## TASK DESCRIPTION
Take every line from the entries below that includes the word "scale" and copy it.

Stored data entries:

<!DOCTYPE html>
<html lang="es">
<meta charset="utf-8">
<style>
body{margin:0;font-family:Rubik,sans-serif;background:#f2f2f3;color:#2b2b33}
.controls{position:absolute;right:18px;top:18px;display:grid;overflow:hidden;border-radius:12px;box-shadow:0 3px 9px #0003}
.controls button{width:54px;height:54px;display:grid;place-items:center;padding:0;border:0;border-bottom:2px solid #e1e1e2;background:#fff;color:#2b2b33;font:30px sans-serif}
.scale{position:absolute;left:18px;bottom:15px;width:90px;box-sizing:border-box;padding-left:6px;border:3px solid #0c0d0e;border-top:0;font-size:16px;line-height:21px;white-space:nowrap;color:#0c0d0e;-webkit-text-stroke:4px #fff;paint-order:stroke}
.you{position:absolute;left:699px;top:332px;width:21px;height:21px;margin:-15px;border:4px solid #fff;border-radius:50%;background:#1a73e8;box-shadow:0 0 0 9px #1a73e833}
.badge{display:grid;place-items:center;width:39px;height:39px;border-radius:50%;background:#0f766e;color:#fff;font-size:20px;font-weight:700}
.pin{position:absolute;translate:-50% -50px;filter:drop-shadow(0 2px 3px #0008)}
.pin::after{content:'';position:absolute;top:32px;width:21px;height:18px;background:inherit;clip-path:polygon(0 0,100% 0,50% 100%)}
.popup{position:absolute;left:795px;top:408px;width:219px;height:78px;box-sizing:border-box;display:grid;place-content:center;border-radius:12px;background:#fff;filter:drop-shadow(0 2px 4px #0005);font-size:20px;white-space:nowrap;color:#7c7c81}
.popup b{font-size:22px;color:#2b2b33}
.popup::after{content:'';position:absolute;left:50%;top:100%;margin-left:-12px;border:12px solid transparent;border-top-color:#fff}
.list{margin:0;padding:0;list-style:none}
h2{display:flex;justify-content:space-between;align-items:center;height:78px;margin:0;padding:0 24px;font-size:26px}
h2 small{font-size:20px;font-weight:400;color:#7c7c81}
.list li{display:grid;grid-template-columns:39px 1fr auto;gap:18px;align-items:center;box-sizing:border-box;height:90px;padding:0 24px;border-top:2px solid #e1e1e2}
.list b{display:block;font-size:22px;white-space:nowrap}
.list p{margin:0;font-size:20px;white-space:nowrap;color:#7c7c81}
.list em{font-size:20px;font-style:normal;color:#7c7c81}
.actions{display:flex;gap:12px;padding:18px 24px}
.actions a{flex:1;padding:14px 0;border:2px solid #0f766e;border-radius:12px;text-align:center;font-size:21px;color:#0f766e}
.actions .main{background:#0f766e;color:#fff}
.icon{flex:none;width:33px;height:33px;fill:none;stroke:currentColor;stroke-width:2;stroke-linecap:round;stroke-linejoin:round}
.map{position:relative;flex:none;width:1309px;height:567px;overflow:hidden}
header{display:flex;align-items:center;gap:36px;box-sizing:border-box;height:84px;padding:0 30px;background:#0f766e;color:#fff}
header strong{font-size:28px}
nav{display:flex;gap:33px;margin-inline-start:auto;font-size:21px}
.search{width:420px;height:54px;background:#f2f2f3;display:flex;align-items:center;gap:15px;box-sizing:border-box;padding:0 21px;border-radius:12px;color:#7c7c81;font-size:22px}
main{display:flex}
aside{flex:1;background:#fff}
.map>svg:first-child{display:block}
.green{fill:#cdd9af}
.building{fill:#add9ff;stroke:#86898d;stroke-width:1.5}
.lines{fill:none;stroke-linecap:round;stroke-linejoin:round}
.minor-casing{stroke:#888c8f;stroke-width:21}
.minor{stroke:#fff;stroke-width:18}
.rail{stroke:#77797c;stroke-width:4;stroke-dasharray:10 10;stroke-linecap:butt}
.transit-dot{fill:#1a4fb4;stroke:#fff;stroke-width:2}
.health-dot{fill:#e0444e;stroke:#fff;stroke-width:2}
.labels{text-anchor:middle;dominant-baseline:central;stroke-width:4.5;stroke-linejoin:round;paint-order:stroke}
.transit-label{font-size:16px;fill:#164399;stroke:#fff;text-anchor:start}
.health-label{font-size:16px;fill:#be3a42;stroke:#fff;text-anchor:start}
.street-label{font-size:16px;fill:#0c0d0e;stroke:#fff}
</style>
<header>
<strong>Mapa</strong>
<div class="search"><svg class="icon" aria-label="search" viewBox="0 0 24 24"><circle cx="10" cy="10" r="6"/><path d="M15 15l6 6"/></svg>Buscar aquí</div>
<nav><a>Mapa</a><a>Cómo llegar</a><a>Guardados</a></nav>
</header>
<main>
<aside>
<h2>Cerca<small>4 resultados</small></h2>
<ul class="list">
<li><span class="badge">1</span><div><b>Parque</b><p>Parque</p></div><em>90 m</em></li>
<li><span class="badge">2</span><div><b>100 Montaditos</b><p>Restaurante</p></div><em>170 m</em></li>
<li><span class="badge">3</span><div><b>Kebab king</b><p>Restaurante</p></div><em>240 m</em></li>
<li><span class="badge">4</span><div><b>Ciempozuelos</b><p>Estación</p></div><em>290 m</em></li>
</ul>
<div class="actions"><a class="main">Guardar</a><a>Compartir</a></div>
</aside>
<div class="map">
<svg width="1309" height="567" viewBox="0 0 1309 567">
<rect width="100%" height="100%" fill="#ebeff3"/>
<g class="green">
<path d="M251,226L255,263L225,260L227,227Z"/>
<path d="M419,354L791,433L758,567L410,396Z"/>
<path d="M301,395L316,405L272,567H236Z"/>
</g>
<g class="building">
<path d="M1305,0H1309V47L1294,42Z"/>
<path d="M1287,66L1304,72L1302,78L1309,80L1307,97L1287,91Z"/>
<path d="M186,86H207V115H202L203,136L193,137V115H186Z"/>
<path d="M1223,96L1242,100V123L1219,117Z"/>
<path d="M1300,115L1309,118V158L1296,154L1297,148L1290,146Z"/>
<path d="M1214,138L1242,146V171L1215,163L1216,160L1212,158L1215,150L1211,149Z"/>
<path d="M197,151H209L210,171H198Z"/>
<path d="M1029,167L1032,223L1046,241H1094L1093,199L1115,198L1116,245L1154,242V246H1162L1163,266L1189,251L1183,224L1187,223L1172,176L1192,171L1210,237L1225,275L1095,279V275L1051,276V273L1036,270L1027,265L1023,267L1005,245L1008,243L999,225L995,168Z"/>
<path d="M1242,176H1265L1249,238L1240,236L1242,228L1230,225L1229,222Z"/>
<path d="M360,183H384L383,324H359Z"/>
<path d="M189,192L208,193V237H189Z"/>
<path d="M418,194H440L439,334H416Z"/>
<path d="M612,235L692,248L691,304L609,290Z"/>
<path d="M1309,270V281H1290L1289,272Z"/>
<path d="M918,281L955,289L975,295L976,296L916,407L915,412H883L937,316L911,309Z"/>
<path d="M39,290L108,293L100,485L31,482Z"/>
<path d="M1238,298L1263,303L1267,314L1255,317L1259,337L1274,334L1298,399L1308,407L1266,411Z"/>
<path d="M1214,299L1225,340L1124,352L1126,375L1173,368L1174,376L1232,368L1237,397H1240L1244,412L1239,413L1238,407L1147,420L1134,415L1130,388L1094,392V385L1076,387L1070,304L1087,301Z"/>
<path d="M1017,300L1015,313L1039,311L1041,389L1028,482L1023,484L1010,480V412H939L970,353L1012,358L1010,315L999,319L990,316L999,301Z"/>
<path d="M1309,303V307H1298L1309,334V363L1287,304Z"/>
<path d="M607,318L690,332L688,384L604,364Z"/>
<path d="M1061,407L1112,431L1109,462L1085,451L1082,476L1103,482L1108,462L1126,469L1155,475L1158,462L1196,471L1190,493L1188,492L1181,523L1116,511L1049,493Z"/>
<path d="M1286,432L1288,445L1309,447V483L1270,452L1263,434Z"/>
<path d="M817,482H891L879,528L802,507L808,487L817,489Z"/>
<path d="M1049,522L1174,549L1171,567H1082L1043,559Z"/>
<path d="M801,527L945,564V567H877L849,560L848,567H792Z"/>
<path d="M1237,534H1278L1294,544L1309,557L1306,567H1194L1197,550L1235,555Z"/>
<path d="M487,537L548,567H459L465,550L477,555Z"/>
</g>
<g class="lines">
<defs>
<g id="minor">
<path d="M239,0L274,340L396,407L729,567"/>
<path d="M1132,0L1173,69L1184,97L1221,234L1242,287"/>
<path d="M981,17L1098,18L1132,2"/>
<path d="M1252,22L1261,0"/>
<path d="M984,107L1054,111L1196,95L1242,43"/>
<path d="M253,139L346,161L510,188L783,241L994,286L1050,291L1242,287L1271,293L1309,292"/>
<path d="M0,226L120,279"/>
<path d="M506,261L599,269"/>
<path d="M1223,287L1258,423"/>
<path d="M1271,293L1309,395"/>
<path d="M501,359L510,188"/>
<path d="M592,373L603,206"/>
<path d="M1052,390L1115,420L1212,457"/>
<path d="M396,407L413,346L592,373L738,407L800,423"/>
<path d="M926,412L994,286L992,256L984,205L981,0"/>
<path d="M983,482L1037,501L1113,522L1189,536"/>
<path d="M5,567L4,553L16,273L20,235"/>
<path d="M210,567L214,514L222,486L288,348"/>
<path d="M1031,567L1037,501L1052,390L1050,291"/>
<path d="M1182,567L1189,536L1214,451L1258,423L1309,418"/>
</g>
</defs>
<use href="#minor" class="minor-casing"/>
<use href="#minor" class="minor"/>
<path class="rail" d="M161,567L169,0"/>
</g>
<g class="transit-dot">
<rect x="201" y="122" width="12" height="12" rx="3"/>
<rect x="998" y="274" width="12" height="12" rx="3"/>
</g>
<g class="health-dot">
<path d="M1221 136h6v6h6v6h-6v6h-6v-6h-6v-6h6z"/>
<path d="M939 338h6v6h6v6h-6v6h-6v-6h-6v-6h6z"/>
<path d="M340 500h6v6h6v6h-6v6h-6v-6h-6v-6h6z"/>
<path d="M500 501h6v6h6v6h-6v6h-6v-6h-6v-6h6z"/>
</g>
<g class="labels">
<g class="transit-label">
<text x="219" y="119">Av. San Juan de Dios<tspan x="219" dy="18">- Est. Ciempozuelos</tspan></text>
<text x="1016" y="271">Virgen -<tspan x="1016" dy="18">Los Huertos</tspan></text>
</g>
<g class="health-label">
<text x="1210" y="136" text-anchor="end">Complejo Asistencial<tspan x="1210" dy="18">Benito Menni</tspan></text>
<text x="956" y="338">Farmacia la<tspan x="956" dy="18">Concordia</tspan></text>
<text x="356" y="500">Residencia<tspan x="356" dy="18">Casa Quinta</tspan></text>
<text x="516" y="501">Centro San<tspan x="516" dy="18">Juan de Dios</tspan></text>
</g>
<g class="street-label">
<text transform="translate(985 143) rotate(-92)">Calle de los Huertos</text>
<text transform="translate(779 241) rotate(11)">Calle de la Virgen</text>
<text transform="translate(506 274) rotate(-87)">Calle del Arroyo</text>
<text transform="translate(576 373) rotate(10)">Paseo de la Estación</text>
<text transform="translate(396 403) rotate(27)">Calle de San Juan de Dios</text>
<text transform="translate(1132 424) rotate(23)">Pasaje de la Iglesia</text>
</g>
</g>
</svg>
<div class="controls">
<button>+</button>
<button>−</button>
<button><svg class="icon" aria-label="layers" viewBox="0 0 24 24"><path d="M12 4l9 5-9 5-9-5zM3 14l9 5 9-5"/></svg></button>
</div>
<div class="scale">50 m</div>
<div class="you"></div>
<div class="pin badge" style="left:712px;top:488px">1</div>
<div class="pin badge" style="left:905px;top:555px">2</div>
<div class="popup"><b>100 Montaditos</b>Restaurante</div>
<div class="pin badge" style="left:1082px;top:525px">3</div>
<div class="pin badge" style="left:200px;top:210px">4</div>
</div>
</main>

## WRITTEN SOLUTION
.scale{position:absolute;left:18px;bottom:15px;width:90px;box-sizing:border-box;padding-left:6px;border:3px solid #0c0d0e;border-top:0;font-size:16px;line-height:21px;white-space:nowrap;color:#0c0d0e;-webkit-text-stroke:4px #fff;paint-order:stroke}
<div class="scale">50 m</div>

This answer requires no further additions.